Task prompt: Write out all of the records precisely. Skip anything that is a picture.
+++ Dataset records
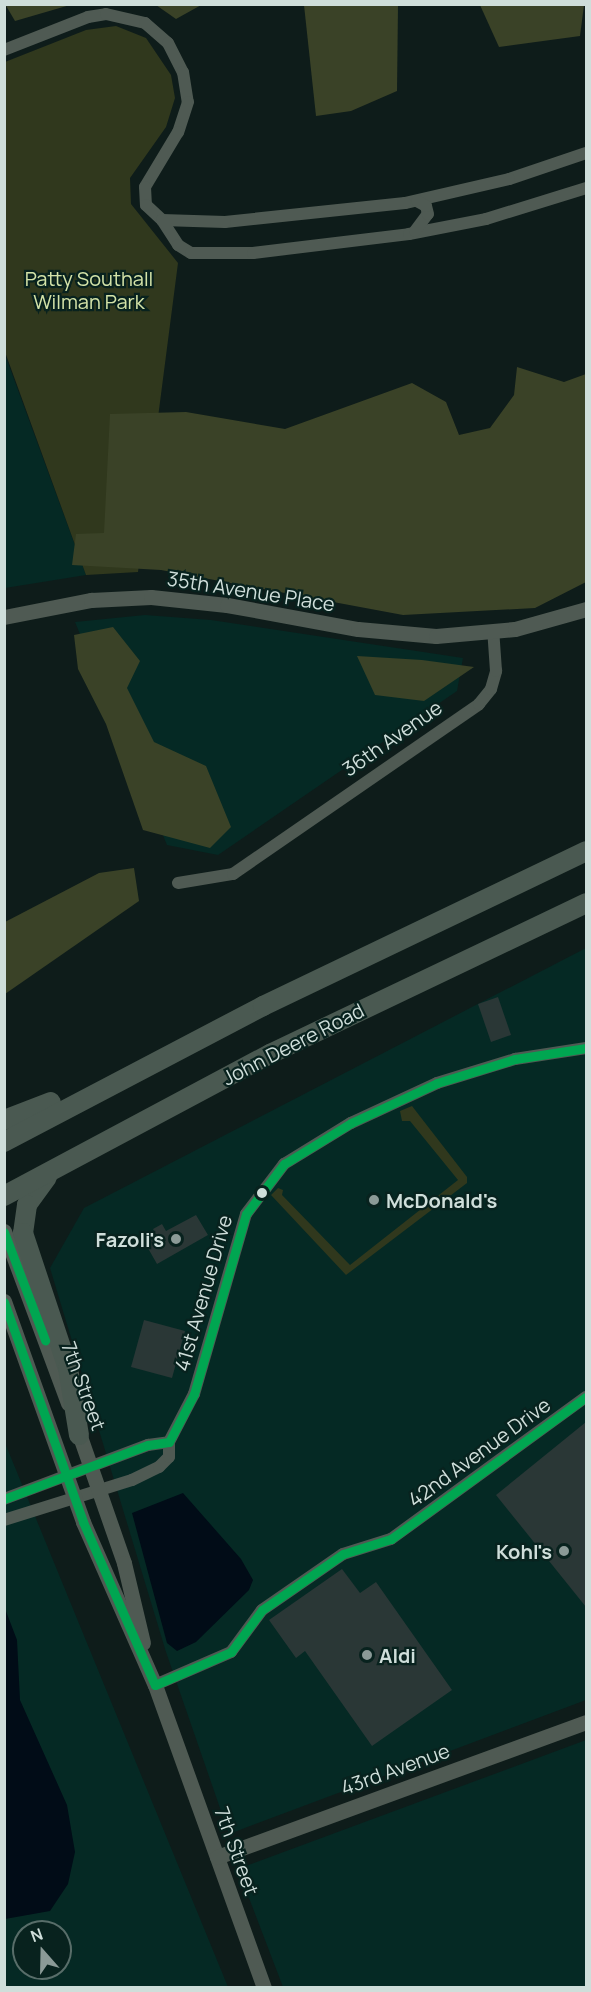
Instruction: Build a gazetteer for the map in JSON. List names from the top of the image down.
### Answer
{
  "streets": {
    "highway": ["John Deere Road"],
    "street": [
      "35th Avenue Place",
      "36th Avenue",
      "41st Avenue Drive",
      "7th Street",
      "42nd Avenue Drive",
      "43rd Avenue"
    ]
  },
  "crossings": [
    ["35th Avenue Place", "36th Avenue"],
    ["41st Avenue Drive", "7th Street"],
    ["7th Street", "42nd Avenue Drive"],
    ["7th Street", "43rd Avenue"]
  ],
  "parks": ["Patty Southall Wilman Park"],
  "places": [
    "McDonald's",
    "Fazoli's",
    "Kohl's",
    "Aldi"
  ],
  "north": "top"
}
++++++
Answer box:
Instruction: Build a gazetteer for the map in JSON. List names from the top of the image down.
### Answer
{
  "streets": {
    "highway": ["John Deere Road"],
    "street": [
      "35th Avenue Place",
      "36th Avenue",
      "41st Avenue Drive",
      "7th Street",
      "42nd Avenue Drive",
      "43rd Avenue"
    ]
  },
  "crossings": [
    ["35th Avenue Place", "36th Avenue"],
    ["41st Avenue Drive", "7th Street"],
    ["7th Street", "42nd Avenue Drive"],
    ["7th Street", "43rd Avenue"]
  ],
  "parks": ["Patty Southall Wilman Park"],
  "places": [
    "McDonald's",
    "Fazoli's",
    "Kohl's",
    "Aldi"
  ],
  "north": "top"
}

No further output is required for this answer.